Prove that the only root of the equation $z-\sin(z)$ in the unit disk is zero. Prove that the only root of the equation $z-\sin(z)$  in the unit disk is $z=0$.
My first thought is Rouche's Theorem, but I don't know any bounds on $|\sin(z)|$. Suggestions? 
 A: Not the most elegant solution, but here's something.

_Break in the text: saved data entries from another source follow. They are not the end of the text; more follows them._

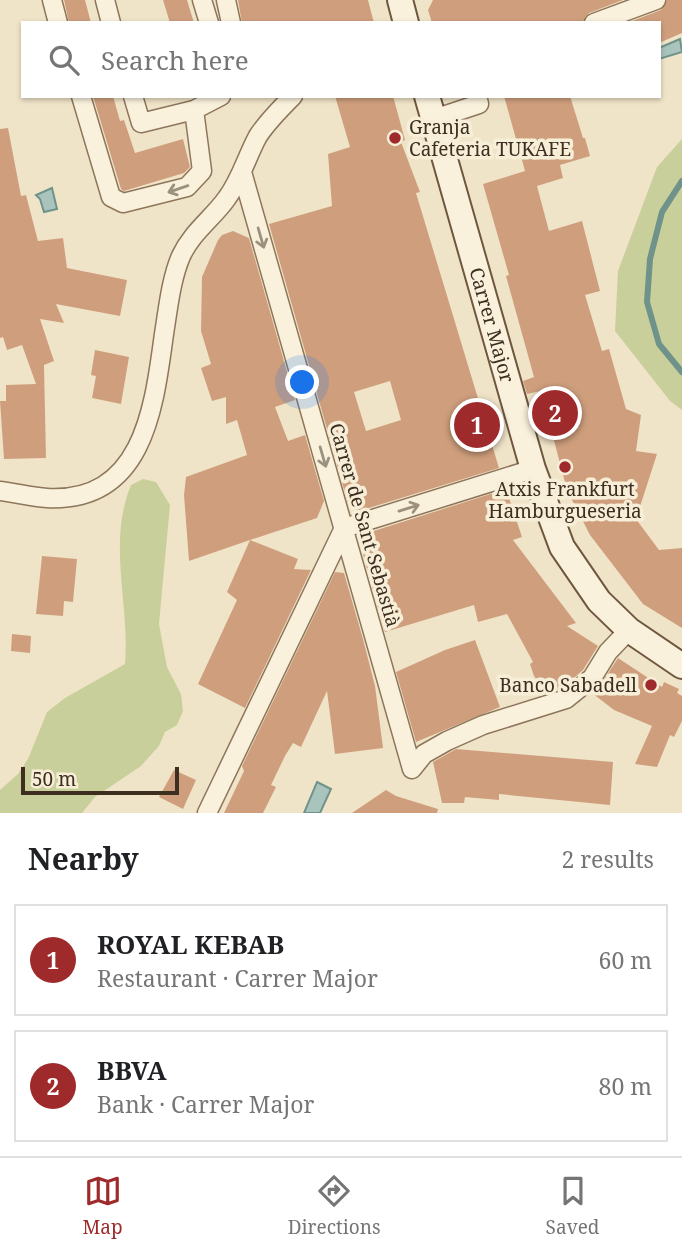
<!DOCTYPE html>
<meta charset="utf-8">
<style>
:root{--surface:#fff;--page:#f2f2f2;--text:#202124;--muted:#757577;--line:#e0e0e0;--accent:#9e2a2b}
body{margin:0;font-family:"Noto Serif",serif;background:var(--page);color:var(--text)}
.scale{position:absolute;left:21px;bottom:18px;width:158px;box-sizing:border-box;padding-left:7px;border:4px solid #3d2e20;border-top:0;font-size:19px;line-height:24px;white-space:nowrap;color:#3d2e20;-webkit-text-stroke:5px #f7eed8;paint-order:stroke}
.you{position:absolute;left:303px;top:383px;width:24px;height:24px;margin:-18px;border:5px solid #fff;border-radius:50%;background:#1a73e8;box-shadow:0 0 0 10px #1a73e833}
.badge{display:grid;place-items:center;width:46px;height:46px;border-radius:50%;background:var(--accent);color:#fff;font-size:23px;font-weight:700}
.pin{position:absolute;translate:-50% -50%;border:4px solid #fff;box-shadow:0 2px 7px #0006}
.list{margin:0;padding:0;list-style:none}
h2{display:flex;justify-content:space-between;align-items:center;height:91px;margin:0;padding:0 28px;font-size:30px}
h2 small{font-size:23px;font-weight:400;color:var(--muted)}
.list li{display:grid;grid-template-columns:46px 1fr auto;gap:21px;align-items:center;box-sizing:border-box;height:112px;margin:0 14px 14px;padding:0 14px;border:2px solid var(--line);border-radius:0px}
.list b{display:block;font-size:26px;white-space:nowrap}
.list p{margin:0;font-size:23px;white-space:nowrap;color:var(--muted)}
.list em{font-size:23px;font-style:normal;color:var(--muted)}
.icon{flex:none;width:38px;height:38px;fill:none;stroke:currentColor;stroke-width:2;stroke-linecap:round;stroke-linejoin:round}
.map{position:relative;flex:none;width:682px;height:813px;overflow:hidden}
.search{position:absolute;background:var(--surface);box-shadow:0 2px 5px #0004;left:21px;right:21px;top:21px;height:77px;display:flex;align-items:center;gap:18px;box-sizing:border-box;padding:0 24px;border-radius:0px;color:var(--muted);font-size:26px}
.sheet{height:343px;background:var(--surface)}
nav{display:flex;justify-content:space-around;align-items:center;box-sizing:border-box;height:98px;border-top:2px solid var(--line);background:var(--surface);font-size:19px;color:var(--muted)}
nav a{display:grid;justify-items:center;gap:4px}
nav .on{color:var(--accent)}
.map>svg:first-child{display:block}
.green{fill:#c9cf9b}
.water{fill:#a9c4bc;stroke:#6f938a;stroke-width:2}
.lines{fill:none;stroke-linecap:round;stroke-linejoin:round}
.stream{stroke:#6f938a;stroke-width:6}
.building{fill:#cf9f7d;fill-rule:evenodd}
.street-casing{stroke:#8d765c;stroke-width:21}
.secondary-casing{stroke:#6f573f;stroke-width:28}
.street{stroke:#faf1dc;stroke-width:18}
.secondary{stroke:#faf1dc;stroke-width:24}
.oneway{stroke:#9c907e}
.poi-dot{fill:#9e2a2b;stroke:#f7eed8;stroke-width:2.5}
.labels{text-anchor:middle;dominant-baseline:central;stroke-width:7;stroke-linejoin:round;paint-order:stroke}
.poi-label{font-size:19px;fill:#3d2e20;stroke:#f7eed8;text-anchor:start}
.street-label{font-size:19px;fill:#3d2e20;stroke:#f7eed8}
</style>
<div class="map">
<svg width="682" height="813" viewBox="0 0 682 813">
<rect width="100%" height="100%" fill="#f0e4c8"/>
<path class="green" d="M 682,139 L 682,410 L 670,401 L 615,331 L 618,271 L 657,167 Z
M 143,479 L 156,482 L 170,505 L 159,624 L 167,667 L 181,694 L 183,711 L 177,725 L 165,732 L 159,746 L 141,766 L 95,797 L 82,813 L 0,813 L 0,790 L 18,774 L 28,759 L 47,712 L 65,698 L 125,664 C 130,605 107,542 131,485 Z"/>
<path class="water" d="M 680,39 L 682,52 L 659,59 L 659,48 Z
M 52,188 L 57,209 L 44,212 L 40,199 L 36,195 Z
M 317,782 L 331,789 L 320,813 L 304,813 Z"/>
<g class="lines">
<path class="stream" d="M 682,181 L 662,212 L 650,259 L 647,302 L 659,344 L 682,372"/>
</g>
<path class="building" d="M 64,0 L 85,0 L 91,23 L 69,23 Z
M 163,0 L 187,0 L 194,23 L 170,23 Z
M 238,0 L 368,0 L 374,23 L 242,23 Z
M 433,0 L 623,0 L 589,13 L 583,23 L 432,23 L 428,10 Z
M 667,0 L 682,0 L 682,33 L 659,43 L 659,23 L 627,23 L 661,10 Z
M 93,96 L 113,96 L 120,121 L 124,120 L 135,153 L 183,139 L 190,167 L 184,173 L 124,191 L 121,189 Z
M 335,96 L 393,96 L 405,140 L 401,142 L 420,192 L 416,193 L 499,468 L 359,511 L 349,507 L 269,224 L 332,206 L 328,154 L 350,147 ZM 390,381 L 401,420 L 366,431 L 354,392 Z
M 504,96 L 570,96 L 583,138 L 585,138 L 590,156 L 560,165 L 563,178 L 537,186 L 549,231 L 582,221 L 600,291 L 585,295 L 602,351 L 609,349 L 626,409 L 641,415 L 636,451 L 657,454 L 636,519 L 659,550 L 682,548 L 682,628 L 643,604 L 590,535 L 567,490 L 541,391 L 527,394 L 523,381 L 534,377 L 506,276 L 509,275 L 483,184 L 525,171 Z
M 8,128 L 21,196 L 26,195 L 38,241 L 63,238 L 67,268 L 127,280 L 120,316 L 56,304 L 64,323 L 40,319 L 54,361 L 44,365 L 46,458 L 4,459 L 0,401 L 6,401 L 6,385 L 36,384 L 22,345 L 7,350 L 3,337 L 0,338 L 0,129 Z
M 233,231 L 249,238 L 295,400 L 275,407 L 288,441 L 305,435 L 324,501 L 317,518 L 250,540 L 298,559 L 294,569 L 311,570 L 245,708 L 198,684 L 237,600 L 227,592 L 250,540 L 189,561 L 184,495 L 186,477 L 247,455 L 237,420 L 226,424 L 226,397 L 212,401 L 201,368 L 211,364 L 201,331 L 202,277 L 218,240 L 222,235 Z
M 95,350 L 129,357 L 121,404 L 92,398 L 96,376 L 91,375 Z
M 506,489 L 522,537 L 513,540 L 576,623 L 567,626 L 598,646 L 583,670 L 561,689 L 546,693 L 534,676 L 530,664 L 533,662 L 507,614 L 478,622 L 474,605 L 385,632 L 358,536 Z
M 42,556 L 77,559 L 73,602 L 64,601 L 63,616 L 36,614 Z
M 335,572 L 344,573 L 363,639 L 375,686 L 383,748 L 335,754 L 327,691 L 301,747 L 293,743 L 285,756 L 271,785 L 276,787 L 263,813 L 224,813 L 244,771 L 242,766 Z
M 12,634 L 31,636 L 30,653 L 11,651 Z
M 475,640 L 500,707 L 416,742 L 396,672 L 445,650 Z
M 618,658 L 662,687 L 664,682 L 679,689 L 677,693 L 682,696 L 682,721 L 674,737 L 670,735 L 657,767 L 635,764 L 652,726 L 614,710 L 592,693 L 601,684 Z
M 456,749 L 613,762 L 610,805 L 499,794 L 499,800 L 465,797 L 464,803 L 442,803 L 433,762 Z
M 174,770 L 196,780 L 183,809 L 159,797 Z
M 386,790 L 396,796 L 438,809 L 437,813 L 352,813 Z"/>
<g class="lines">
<g class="street-casing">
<path id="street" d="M 52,0 L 58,23
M 105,0 L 111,23
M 202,0 L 209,23
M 226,0 L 231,23
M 594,23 L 656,0
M 81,96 L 111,197 L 123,203 L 187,187 L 202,171 L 194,110
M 133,96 L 141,123 L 194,110 L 221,96
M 434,119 L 479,104 L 477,96
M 242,172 L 412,769
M 0,491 C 16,493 32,497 47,498 C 144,503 154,407 164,334 C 168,309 171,279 181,256 C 192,232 213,218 227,198 C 241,179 247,156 258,136 C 267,122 281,108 293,96
M 412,769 L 424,754 L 447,741 L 483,725 L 566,699 L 592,678 L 608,652 L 629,630
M 207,813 L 344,528 L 533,469"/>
</g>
<g class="secondary-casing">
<g id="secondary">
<path d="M 400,0 L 406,23"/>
<path id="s1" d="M 427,96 L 533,469 L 562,547 L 599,601 L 629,630 L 682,666"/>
</g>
</g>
<use href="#street" class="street"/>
<use href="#secondary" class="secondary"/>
</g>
<defs><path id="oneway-shaft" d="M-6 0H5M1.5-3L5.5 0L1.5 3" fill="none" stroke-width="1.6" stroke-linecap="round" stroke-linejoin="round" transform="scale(1.75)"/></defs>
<g class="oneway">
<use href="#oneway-shaft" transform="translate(178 189) rotate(161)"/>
<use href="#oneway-shaft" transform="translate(261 238) rotate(74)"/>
<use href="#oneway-shaft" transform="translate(323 457) rotate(74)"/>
<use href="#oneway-shaft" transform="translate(409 508) rotate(-17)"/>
</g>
<g class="poi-dot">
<circle cx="395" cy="138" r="7"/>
<circle cx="565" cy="467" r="7"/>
<circle cx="651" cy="685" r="7"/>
</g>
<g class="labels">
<g class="poi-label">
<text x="409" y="127">Granja<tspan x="409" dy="22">Cafeteria TUKAFE</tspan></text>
<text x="565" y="489" text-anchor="middle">Atxis Frankfurt<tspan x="565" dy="22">Hamburgueseria</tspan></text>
<text x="637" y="685" text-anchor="end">Banco Sabadell</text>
</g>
<g class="street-label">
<text stroke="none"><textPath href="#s1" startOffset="238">Carrer Major</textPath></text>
<text transform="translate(365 525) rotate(74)">Carrer de Sant Sebastià</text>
</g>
</g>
</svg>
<div class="scale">50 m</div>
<div class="you"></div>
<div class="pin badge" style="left:477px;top:425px">1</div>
<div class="pin badge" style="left:555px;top:413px">2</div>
<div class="search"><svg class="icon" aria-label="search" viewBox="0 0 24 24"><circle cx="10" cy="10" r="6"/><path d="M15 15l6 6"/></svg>Search here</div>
</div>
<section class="sheet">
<h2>Nearby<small>2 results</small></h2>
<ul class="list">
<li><span class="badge">1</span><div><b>ROYAL KEBAB</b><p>Restaurant · Carrer Major</p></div><em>60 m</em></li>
<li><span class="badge">2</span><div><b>BBVA</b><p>Bank · Carrer Major</p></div><em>80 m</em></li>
</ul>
</section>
<nav>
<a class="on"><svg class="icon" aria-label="map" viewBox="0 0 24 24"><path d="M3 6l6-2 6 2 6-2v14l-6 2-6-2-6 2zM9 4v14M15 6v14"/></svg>Map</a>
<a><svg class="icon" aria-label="directions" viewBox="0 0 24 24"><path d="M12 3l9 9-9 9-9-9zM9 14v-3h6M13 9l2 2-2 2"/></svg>Directions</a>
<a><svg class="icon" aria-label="saved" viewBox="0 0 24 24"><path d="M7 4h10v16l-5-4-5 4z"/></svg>Saved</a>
</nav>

First of all, $f(z) = z - \sin z$ has a triple zero at $z=0$. Define
$$g(z) = \frac{z-\sin z}{z^3} = \frac{1}{3!} + \underbrace{\left(- \frac{z^2}{5!} + \frac{z^4}{7!} - \cdots \right)}_{h(z)}. $$
If $|z| < 1$, then by the triangle inequality,
\begin{align}
|h(z)| &\le \frac{1}{5!} + \frac{1}{7!} + \frac{1}{9!} + \cdots \\
&= \frac{1}{5!} \left( 1 + \frac{1}{6\cdot 7} + \frac{1}{6\cdot 7 \cdot 8 \cdot 9} + \cdots \right) \\
&\le \frac{1}{5!}\left(1 + \frac{1}{42} + \frac{1}{42^2} + \cdots + \right) \\
&= \frac{1}{5!}\cdot \frac{42}{41} < \frac{1}{3!}
\end{align}
Hence $g$ has no zero on the unit disc, which shows that the only zero for $f$ is the triple zero at the origin. (You can get by with a cruder estimate of $h$, of course.)
Added In fact, the same method shows that $z=0$ is the only zero on a much larger disc than the unit disc. If $|z| < 6$, for example, the final estimate for $h$ will be $|h(z)| < 7/120$ which is still less than $1/3!$.